= THE PROBLEM =
In the data, find the word "roads" and copy out every line that has it.

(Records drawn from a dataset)
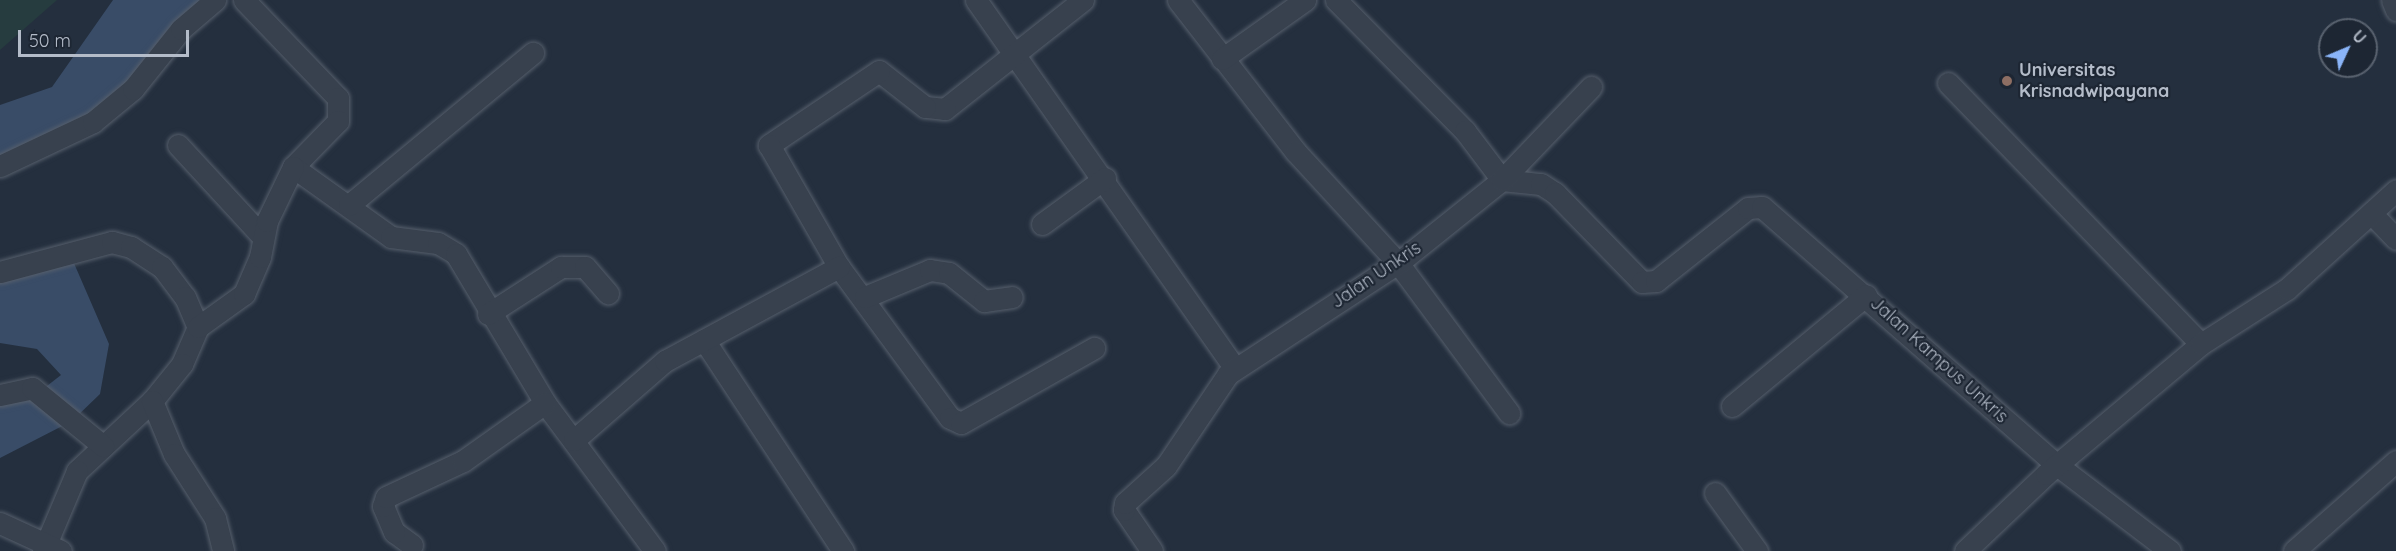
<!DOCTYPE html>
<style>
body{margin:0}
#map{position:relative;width:2396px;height:551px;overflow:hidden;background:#242f3e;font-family:Quicksand,sans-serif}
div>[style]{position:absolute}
.green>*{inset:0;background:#263c3f}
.water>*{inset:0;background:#394c67}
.roads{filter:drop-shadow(0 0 2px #565f6c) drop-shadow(0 0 2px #565f6c)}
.minor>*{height:21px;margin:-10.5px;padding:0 10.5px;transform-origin:10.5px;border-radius:10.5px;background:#38414e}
.dots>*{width:16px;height:16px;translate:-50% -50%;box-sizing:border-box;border:3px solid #1d2633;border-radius:50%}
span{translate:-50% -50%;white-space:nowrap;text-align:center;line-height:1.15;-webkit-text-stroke:4.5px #1d2633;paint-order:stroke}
.poi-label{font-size:18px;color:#b4bcc9;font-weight:700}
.left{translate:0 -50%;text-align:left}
.street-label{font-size:18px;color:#b4bcc9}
.north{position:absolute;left:2318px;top:18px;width:60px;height:60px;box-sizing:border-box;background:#1d2633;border:2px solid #59626f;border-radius:50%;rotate:46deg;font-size:16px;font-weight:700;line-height:24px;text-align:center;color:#b4bcc9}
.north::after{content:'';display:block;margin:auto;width:21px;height:27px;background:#8ab4f8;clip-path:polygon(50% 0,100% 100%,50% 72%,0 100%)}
.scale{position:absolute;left:18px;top:30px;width:171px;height:27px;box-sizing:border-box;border:3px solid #b4bcc9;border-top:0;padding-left:8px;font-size:18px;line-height:21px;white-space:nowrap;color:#b4bcc9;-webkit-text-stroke:4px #1d2633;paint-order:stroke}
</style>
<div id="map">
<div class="green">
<i style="clip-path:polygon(0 0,57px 0,0 50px)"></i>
</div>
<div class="water">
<i style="clip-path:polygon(113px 0,215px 0,133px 89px,0 165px,0 105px,52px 87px)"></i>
<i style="clip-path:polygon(70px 254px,109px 344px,100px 394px,72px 421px,0 458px,0 395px,38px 393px,61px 375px,37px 349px,0 343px,0 272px)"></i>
</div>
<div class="roads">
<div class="minor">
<i style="left:244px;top:0;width:136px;rotate:46.2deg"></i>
<i style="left:338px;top:98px;width:23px;rotate:90deg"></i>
<i style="left:338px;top:121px;width:64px;rotate:134.4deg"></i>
<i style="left:293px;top:167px;width:120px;rotate:35.5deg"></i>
<i style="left:391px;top:237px;width:47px;rotate:7.3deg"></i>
<i style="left:438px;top:243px;width:21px;rotate:31deg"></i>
<i style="left:456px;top:254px;width:174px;rotate:59.1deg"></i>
<i style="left:545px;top:403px;width:184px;rotate:53.4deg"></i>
<i style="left:976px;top:0;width:449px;rotate:54.9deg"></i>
<i style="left:1083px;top:0;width:176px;rotate:141.7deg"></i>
<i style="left:945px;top:109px;width:20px;rotate:-174deg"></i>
<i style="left:925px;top:107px;width:58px;rotate:-142deg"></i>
<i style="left:879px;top:71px;width:133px;rotate:146.1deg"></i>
<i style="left:769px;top:145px;width:141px;rotate:60.2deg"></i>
<i style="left:839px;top:267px;width:187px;rotate:53.7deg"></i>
<i style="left:950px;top:418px;width:12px;rotate:24deg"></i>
<i style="left:961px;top:423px;width:153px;rotate:-29.4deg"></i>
<i style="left:1178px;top:0;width:192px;rotate:52.2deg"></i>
<i style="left:1296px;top:152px;width:151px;rotate:47.4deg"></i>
<i style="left:1398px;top:263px;width:187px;rotate:53.5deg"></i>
<i style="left:1336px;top:0;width:184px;rotate:45.4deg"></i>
<i style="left:1465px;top:131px;width:61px;rotate:52.9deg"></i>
<i style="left:2392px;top:0;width:11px;rotate:68deg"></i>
<i style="left:1222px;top:59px;width:102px;rotate:-35.4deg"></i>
<i style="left:1948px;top:83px;width:363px;rotate:45.9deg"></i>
<i style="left:178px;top:145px;width:125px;rotate:47.3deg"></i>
<i style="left:0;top:166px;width:103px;rotate:-25.3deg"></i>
<i style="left:93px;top:122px;width:52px;rotate:-39.5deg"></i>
<i style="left:133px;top:89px;width:77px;rotate:-51.3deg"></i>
<i style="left:181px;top:29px;width:45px;rotate:-40.5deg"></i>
<i style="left:1502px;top:180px;width:39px;rotate:6deg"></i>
<i style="left:1541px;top:184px;width:17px;rotate:33deg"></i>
<i style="left:1555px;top:193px;width:124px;rotate:45.7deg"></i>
<i style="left:1642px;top:282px;width:14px;rotate:-4deg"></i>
<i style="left:1656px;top:281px;width:117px;rotate:-38.4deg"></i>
<i style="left:1748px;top:208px;width:14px;rotate:-4deg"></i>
<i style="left:1762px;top:207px;width:392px;rotate:41.2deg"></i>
<i style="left:2057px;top:465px;width:142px;rotate:37.3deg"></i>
<i style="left:349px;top:205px;width:239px;rotate:-39.6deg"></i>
<i style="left:2371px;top:213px;width:36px;rotate:46deg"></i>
<i style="left:1042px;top:224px;width:78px;rotate:-36.1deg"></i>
<i style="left:0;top:272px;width:116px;rotate:-15deg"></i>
<i style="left:112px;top:242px;width:20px;rotate:15deg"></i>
<i style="left:131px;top:247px;width:37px;rotate:33deg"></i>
<i style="left:162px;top:267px;width:38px;rotate:53deg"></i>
<i style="left:185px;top:297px;width:33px;rotate:67deg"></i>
<i style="left:198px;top:327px;width:40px;rotate:113.4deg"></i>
<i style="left:182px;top:364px;width:48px;rotate:129deg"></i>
<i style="left:152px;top:401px;width:103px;rotate:137deg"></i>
<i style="left:77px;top:471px;width:87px;rotate:113deg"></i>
<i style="left:865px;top:297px;width:70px;rotate:-22.6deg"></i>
<i style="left:930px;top:270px;width:19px;rotate:9deg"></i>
<i style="left:949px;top:273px;width:45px;rotate:38.7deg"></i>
<i style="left:984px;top:301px;width:28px;rotate:-8deg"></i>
<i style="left:488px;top:314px;width:87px;rotate:-32.8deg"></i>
<i style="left:561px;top:267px;width:24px"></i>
<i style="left:585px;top:267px;width:35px;rotate:49deg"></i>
<i style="left:198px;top:327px;width:57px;rotate:-35.7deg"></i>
<i style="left:244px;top:294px;width:40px;rotate:-66.6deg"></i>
<i style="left:260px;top:257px;width:37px;rotate:-79deg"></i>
<i style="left:267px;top:221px;width:60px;rotate:-64.3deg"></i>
<i style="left:704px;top:340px;width:253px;rotate:56.6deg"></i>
<i style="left:0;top:395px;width:33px;rotate:-12deg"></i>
<i style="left:32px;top:388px;width:92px;rotate:39.2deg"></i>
<i style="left:152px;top:401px;width:57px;rotate:67.5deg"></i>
<i style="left:174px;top:454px;width:76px;rotate:57.4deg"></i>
<i style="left:215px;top:518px;width:34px;rotate:76deg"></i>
<i style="left:1732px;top:406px;width:174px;rotate:-39.6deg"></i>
<i style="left:574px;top:440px;width:121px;rotate:-41deg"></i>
<i style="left:665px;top:361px;width:198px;rotate:-28.4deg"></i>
<i style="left:1715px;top:493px;width:72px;rotate:54.1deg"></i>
<i style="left:0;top:523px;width:67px;rotate:24.7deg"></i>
<i style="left:412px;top:545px;width:22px;rotate:-144deg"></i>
<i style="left:394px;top:532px;width:28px;rotate:-113deg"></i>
<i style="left:383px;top:506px;width:9px;rotate:-72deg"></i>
<i style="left:386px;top:497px;width:85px;rotate:-25.1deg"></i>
<i style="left:463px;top:461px;width:100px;rotate:-35.3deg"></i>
<i style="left:1152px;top:551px;width:50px;rotate:-124.3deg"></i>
<i style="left:1124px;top:510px;width:7px;rotate:-82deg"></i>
<i style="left:1125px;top:503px;width:55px;rotate:-42.1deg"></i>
<i style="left:1166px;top:466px;width:111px;rotate:-56deg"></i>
<i style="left:1228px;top:374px;width:208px;rotate:-33.2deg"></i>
<i style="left:1402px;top:260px;width:128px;rotate:-38.7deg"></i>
<i style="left:1502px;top:180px;width:129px;rotate:-46.3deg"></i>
<i style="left:1965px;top:551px;width:112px;rotate:-43.5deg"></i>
<i style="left:2046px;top:474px;width:202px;rotate:-40deg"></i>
<i style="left:2201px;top:344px;width:102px;rotate:-32.6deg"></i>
<i style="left:2287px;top:289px;width:147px;rotate:-42.2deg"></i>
<i style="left:2294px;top:551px;width:136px;rotate:-41.4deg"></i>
</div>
</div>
<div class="dots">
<i style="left:2007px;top:81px;background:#8d6e63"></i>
</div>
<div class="poi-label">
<span class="left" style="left:2019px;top:81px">Universitas<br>Krisnadwipayana</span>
</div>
<div class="street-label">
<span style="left:1376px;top:275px;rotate:-34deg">Jalan Unkris</span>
<span style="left:1939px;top:360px;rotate:42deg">Jalan Kampus Unkris</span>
</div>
<div class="north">U</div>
<div class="scale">50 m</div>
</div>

= OUTPUT FOR THIS TASK =
.roads{filter:drop-shadow(0 0 2px #565f6c) drop-shadow(0 0 2px #565f6c)}
<div class="roads">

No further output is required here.